- [BRIEF]:
Count the lines in the data below that include the word "interface", then state the total and nothing besides.

- [Dataset entries]:

▽

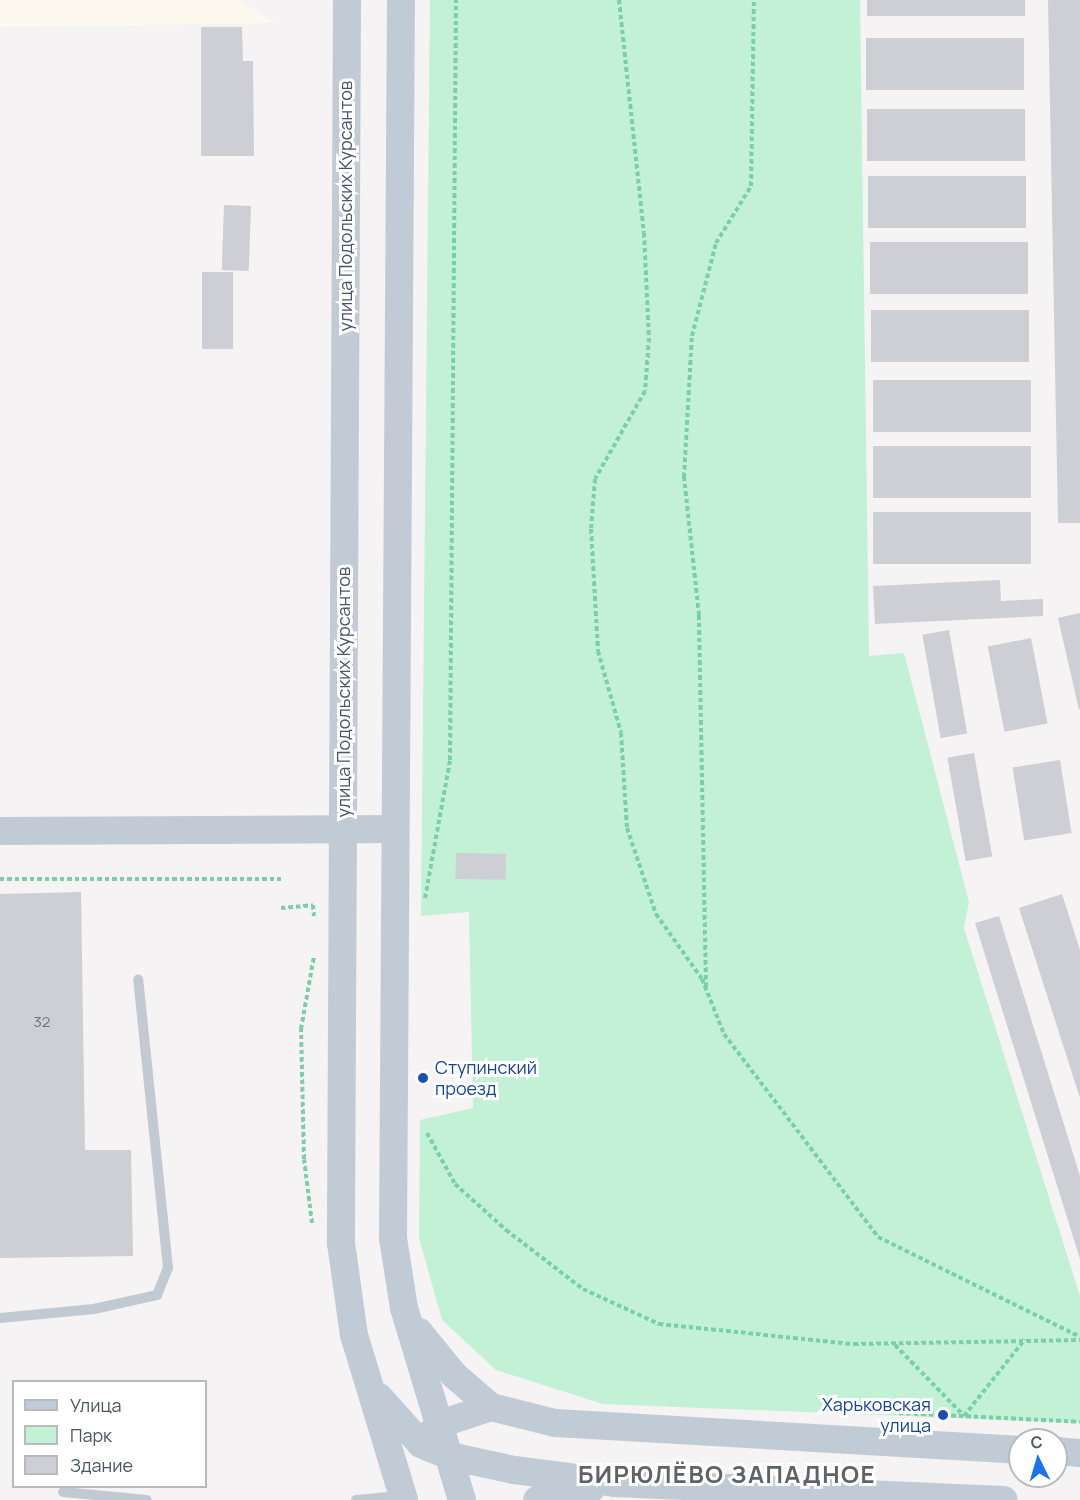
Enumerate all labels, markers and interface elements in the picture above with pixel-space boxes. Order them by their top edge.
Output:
street label: улица Подольских Курсантов [334,81,356,331]
street label: улица Подольских Курсантов [332,567,354,817]
house number: 32 [34,1013,50,1031]
place label: Ступинский проезд [435,1057,537,1100]
marker: Ступинский проезд [416,1071,430,1085]
legend [12,1380,207,1488]
text: Улица [70,1393,122,1417]
place label: Харьковская улица [822,1394,931,1436]
marker: Харьковская улица [936,1408,950,1422]
text: Парк [70,1423,112,1447]
north arrow [1008,1428,1068,1488]
text: С [1030,1431,1043,1454]
text: Здание [70,1453,133,1477]
district label: БИРЮЛЁВО ЗАПАДНОЕ [578,1460,876,1488]

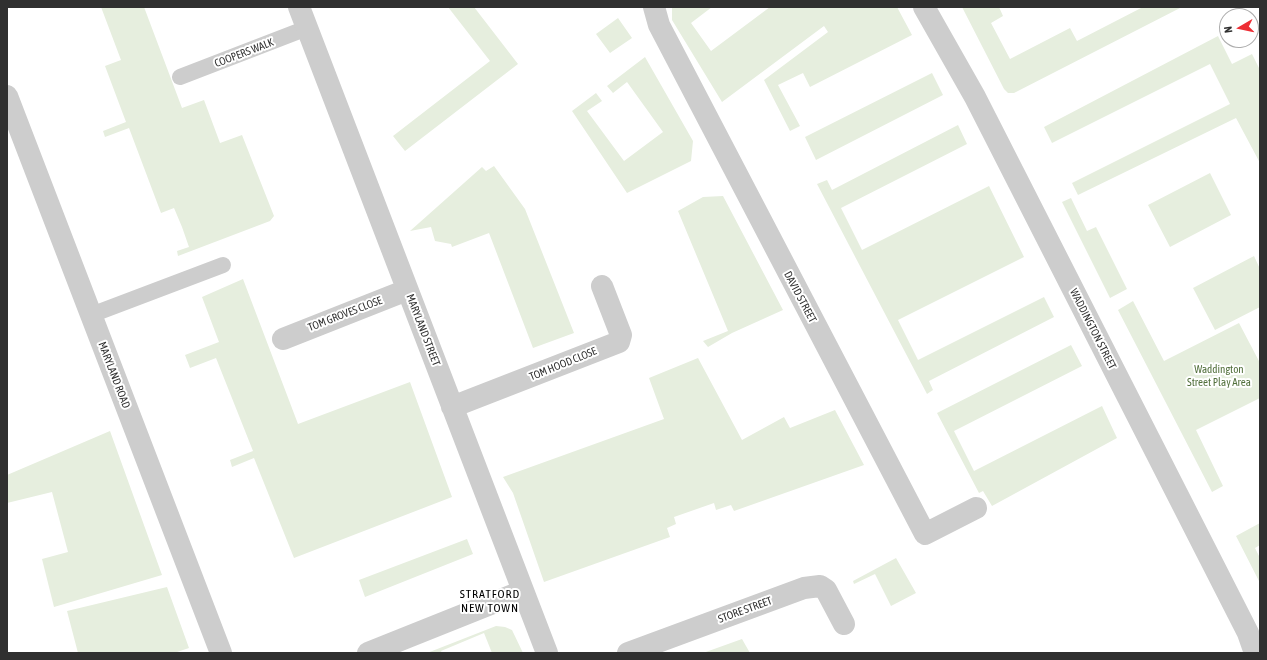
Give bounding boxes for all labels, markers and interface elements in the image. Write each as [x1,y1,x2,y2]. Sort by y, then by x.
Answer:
north arrow [1219,8,1259,48]
text: N [1222,26,1235,34]
street label: COOPERS WALK [213,36,275,70]
street label: DAVID STREET [781,269,819,325]
street label: WADDINGTON STREET [1067,286,1119,372]
street label: MARYLAND STREET [403,292,443,368]
street label: TOM GROVES CLOSE [306,294,384,334]
street label: MARYLAND ROAD [95,340,133,410]
street label: TOM HOOD CLOSE [527,344,599,384]
park label: Waddington Street Play Area [1187,363,1251,389]
district label: STRATFORD NEW TOWN [460,587,520,615]
street label: STORE STREET [716,594,774,626]

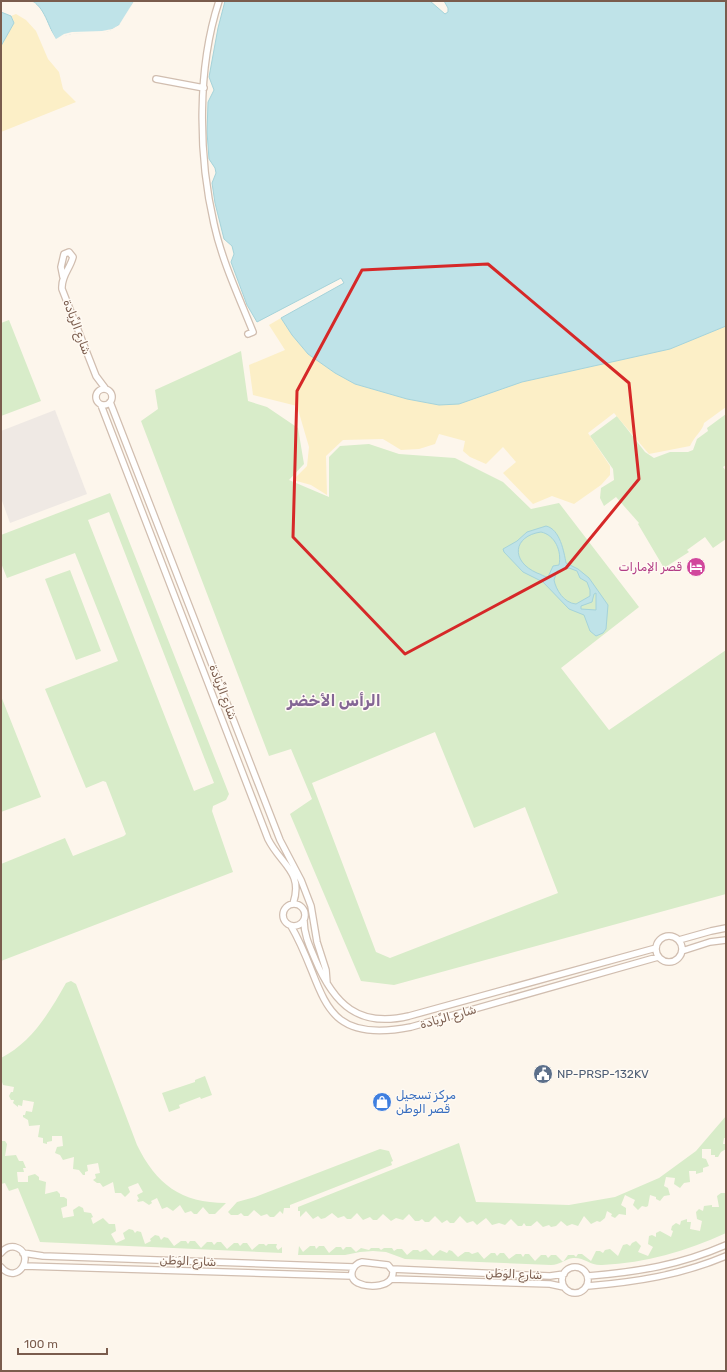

△

- [ANSWER TO THIS PROBLEM]:
2